Newman watched their genuflections and gyrations
with a grim, still enmity; they seemed aids and abettors of Madame de Cintré’s desertion; they were mouthing and droning out their triumph. The priest’s long, dismal intonings acted upon his nerves and deepened his wrath; there was something defiant in his unintelligible drawl; it seemed meant for Newman himself. Suddenly there arose from the depths of the chapel, from behind the inexorable grating, a sound which drew his attention from the altar—the sound of a strange lugubrious chant uttered by women’s voices. It began softly, but it presently grew louder, and as it increased it became more of a wail and a dirge. It was the chant of the Carmelite nuns, their only human utterance. It was their dirge over their buried affections and over the vanity of earthly desires. At first Newman was bewildered—almost stunned—by the strangeness of the sound; then, as he comprehended its meaning, he listened intently and his heart began to throb. He listened for Madame de Cintré’s voice, and in the very heart of the tuneless harmony he imagined he made it out. (We are obliged to believe that he was wrong, inasmuch as she had obviously not yet had time to become a member of the invisible sisterhood.) The chant kept on, mechanical and monotonous, with dismal repetitions and despairing cadences. It was hideous, it was horrible; as it continued, Newman felt that he needed all his self-control. He was growing more agitated; he felt tears in his eyes. At last, as in its full force the thought came over him that this confused, impersonal wail was all that he or the world she had deserted should ever hear of the voice he had found so sweet, he felt that he could bear it no longer. He rose abruptly and made his way out. On the threshold he paused, listened again to the dreary strain, and then hastily descended into the court.

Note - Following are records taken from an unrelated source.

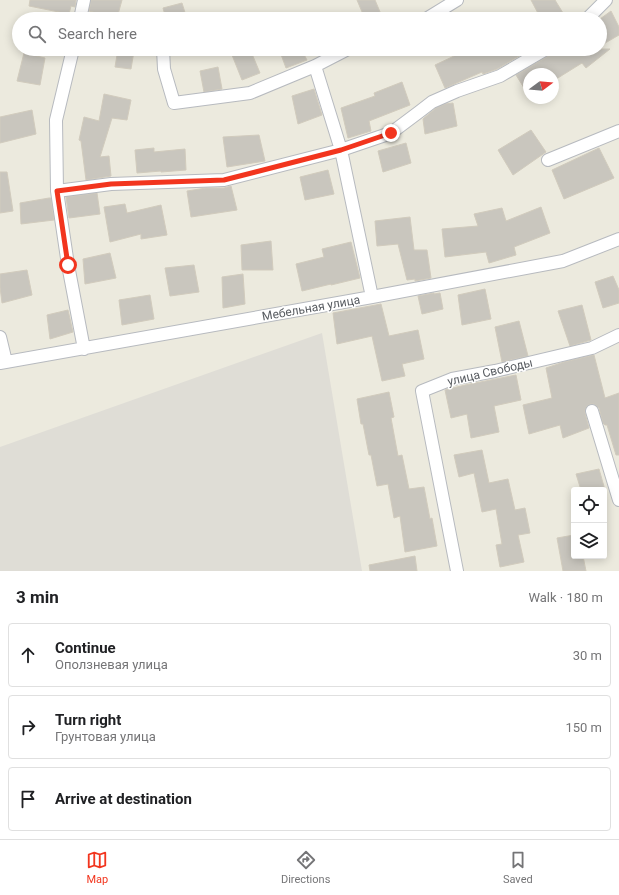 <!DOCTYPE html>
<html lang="en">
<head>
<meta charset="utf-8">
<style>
  :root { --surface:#fff; --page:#f6f6f6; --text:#202124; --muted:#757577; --line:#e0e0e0; --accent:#f2351e }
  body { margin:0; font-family:Roboto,sans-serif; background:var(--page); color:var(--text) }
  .controls { position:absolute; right:12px; bottom:12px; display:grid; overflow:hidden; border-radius:4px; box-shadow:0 2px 10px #0003 }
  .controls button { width:36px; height:36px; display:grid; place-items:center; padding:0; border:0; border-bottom:1px solid var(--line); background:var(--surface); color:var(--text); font:20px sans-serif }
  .compass { position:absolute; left:523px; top:68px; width:36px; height:36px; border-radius:50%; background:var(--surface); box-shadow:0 2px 10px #0003; rotate:74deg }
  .stop { position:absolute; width:12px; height:12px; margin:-9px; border:3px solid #f2351e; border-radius:50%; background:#fff }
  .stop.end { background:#f2351e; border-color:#fff; box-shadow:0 1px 4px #0008 }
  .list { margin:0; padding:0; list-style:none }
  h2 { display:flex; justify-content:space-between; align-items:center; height:52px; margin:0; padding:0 16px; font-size:17px }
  h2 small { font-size:13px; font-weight:400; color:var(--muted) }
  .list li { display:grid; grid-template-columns:26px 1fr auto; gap:12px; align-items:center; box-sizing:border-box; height:64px; margin:0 8px 8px; padding:0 8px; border:1px solid var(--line); border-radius:4px }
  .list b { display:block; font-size:15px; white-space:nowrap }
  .list p { margin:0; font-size:13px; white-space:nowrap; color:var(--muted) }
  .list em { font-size:13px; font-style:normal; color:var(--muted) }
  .icon { flex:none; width:22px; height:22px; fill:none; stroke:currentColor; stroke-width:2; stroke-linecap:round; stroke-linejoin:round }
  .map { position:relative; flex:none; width:619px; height:571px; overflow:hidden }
  .search { position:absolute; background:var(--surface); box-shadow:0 2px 10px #0003; left:12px; right:12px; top:12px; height:44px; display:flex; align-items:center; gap:10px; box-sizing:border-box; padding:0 14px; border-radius:22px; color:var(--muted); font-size:15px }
  .sheet { height:268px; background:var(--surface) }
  nav { display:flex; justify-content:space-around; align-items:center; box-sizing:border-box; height:56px; border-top:1px solid var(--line); background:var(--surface); font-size:11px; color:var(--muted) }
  nav a { display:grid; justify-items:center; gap:2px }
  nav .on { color:var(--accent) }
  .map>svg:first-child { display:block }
</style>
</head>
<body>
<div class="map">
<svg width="619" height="571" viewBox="0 0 619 571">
  <rect width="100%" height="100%" fill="#eceade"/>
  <path fill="#dfddd6" d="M 322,333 L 362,571 L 0,571 L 0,447 Z"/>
  <path fill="#c9c6be" stroke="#d1cbbd" d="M 30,0 L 76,0 L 75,7 L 71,6 L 69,14 L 29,6 Z
    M 91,0 L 122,0 L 117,18 L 89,11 Z
    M 357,0 L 375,0 L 383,19 L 365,19 Z
    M 531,0 L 555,0 L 563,13 L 547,19 L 541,19 Z
    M 182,3 L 187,19 L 166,19 L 163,8 Z
    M 611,11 L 619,27 L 619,35 L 600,46 L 600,19 Z
    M 118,49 L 134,51 L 131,69 L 115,67 Z
    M 248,49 L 250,49 L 260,73 L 242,80 L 232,55 Z
    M 279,49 L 301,49 L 307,60 L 286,68 Z
    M 469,49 L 531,49 L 497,69 L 483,74 L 482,72 L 445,88 L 435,65 Z
    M 553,49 L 610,49 L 586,68 L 582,63 L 553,81 L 553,74 L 529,74 L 529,96 L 516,75 L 550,55 L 552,53 Z
    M 24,53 L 45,58 L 40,85 L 17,81 Z
    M 218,67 L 222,89 L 204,92 L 200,71 Z
    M 402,82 L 410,105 L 369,121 L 371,131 L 348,138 L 341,108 L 375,96 L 374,93 Z
    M 314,89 L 322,115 L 298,124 L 292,96 Z
    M 104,94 L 131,100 L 127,120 L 112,118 L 100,157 L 109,156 L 111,176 L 86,180 L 81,141 L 79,140 L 84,117 L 99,121 Z
    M 453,103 L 457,126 L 425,134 L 423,119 L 424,118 L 436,108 L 445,104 Z
    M 32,110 L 36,134 L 0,143 L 0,117 Z
    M 531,130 L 546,152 L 513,175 L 498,150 Z
    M 259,135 L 265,161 L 227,167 L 223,137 Z
    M 406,143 L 411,163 L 383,172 L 378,151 Z
    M 154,148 L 154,152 L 185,149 L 186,170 L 161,172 L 161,171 L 137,173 L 135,150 Z
    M 599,148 L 614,178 L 564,199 L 552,170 Z
    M 328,170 L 334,194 L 305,200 L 300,177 Z
    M 0,172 L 7,172 L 13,211 L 0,213 Z
    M 231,186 L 237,210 L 191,217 L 187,191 L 206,188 L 224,188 Z
    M 97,193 L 100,214 L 69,218 L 66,197 Z
    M 49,198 L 51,198 L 54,220 L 21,224 L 20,203 Z
    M 125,204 L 127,213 L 161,205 L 167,235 L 141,239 L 141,234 L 110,242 L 104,207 Z
    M 541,207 L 550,233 L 514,247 L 516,255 L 489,263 L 486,252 L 445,257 L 442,229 L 478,226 L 474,214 L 502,208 L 506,221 Z
    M 410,217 L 414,250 L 427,250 L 431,278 L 415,281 L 415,279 L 407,280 L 398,244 L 377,246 L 375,221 Z
    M 271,241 L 273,270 L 242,270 L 241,245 Z
    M 351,242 L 360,278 L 331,285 L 331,284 L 302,291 L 296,264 L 324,257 L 322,249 Z
    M 110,253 L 116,278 L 85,284 L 83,259 Z
    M 194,265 L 199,292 L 170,296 L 165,268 Z
    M 27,270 L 32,295 L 2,303 L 0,287 L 0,274 Z
    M 243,274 L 245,304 L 223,308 L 222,277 Z
    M 613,276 L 619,290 L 619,303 L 603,308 L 595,282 Z
    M 485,289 L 491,319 L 462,325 L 458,295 Z
    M 434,293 L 434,294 L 440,293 L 443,309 L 422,314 L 418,296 Z
    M 150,295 L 154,319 L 122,325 L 119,300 Z
    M 381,304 L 389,336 L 418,330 L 424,359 L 402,364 L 405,376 L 382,381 L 372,336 L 337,344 L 333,313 Z
    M 582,305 L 591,340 L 570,346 L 558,311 Z
    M 68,310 L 73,332 L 50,339 L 47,315 Z
    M 519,321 L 528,356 L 502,362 L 495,327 Z
    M 594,355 L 605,398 L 619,393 L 619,455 L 616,455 L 607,425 L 605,425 L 603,423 L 599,408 L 597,406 L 594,404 L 590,404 L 587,406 L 585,410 L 585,413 L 589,428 L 563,438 L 560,425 L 529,434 L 523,405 L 552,398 L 546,368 L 564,362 Z
    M 516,375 L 521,400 L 494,406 L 499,432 L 471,438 L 467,414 L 451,418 L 445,390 L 465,385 Z
    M 389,392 L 394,417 L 391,418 L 398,456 L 402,455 L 409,489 L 424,487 L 430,519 L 432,518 L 437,546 L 405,552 L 400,516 L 394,518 L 388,484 L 377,486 L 371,455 L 369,455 L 363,424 L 361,424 L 357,399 Z
    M 482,450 L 489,483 L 508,479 L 515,510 L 525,508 L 530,533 L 518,535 L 524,562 L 500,567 L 496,545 L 502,544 L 496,509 L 482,512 L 474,473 L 459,477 L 454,455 Z
    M 599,469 L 605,490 L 581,490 L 576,474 Z
    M 574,535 L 574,556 L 583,556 L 586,571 L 563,571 L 557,538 Z
    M 415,556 L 417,571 L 370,571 L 369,565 Z"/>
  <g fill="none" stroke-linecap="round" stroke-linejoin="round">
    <defs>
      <path id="street" d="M 80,19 L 84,0
        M 426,19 L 457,0
        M 587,19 L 606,0
        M 73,49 L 56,120 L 57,191 L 68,265 L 84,349
        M 163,49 L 164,69 L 174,103 L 250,93 L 315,66 L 348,49
        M 315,66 L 341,150 L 372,297
        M 548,160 L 619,131
        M 57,191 L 111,184 L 224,180 L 341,150 L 391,133 L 419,112 L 432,102 L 457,91 L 500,76 L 546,49
        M 0,337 L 6,362
        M 0,363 L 372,297 L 563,261 L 619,239
        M 592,411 L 619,500
        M 457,571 L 422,391 L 452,379 L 495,371 L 592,348 L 619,335"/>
    </defs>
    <use href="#street" stroke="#b7babf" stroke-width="14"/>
    <use href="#street" stroke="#fff" stroke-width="12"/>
  </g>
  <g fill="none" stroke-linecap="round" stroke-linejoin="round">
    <path stroke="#f2351e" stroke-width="5" d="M 68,265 L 57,191 L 111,184 L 224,180 L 341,150 L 391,133"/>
  </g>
  <g text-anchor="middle" stroke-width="3" stroke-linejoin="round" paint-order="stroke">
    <g font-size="12" fill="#585c61" stroke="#fff">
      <text transform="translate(311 308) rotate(-10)" y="4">Мебельная улица</text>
      <text transform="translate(490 372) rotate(-13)" y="4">улица Свободы</text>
    </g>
  </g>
</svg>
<div class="controls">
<button><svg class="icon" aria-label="locate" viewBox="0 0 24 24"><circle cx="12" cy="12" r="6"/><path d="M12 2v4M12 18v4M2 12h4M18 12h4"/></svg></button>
<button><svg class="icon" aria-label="layers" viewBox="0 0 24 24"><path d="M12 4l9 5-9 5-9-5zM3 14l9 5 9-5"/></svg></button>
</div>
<svg class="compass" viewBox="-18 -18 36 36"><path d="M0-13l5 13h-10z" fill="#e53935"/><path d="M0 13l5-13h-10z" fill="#757577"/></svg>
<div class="stop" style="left:68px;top:265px"></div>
<div class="stop end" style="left:391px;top:133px"></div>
<div class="search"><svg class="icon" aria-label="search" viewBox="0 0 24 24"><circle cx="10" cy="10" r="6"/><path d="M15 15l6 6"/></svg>Search here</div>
</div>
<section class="sheet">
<h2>3 min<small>Walk · 180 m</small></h2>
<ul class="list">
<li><svg class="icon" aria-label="ahead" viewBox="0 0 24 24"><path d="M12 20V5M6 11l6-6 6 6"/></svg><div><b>Continue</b><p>Оползневая улица</p></div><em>30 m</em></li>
<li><svg class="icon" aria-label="right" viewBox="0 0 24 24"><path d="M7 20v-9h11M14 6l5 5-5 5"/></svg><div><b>Turn right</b><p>Грунтовая улица</p></div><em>150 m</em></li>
<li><svg class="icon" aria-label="arrive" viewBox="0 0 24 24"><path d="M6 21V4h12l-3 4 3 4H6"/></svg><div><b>Arrive at destination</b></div></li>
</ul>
</section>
<nav>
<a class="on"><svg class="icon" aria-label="map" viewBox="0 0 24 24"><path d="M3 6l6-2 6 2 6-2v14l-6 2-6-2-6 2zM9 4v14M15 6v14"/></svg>Map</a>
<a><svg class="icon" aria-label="directions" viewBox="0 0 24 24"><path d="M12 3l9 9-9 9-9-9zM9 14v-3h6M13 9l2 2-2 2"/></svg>Directions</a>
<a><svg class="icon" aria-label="saved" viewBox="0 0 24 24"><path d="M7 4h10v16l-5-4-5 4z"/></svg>Saved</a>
</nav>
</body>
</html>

As he did so he saw that the good sister with the high-coloured cheeks and the fan-like frill to her coiffure, who had admitted him, was in conference at the gate with two persons who had just
come in. A second glance informed him that these persons were Madame de Bellegarde and her son, and that they were about to avail themselves of that method of approach to Madame de Cintré which Newman had found but a mockery of consolation. As he crossed the court M. de Bellegarde recognised him; the marquis was coming to the steps, leading his mother. The old lady also gave Newman a look, and it resembled that of her son. Both faces expressed a franker perturbation, something more akin to the humbleness of dismay than Newman had yet seen in them. Evidently he startled the Bellegardes, and they had not their grand behaviour immediately in hand. Newman hurried past them, guided only by the desire to get out of the convent-walls into the street. The gate opened itself at his approach; he strode over the threshold and it closed behind him. A carriage, which appeared to have been standing there, was just turning away from the sidewalk. Newman looked at it for a moment, blankly; then he became conscious, through the dusky mist that swam before his eyes, that a lady seated in it was bowing to him. The vehicle had turned away before he recognised her; it was an ancient landau with one half the cover lowered. The lady’s bow was very positive and accompanied with a smile; a little girl was seated beside her. He raised his hat, and then the lady bade the coachman stop.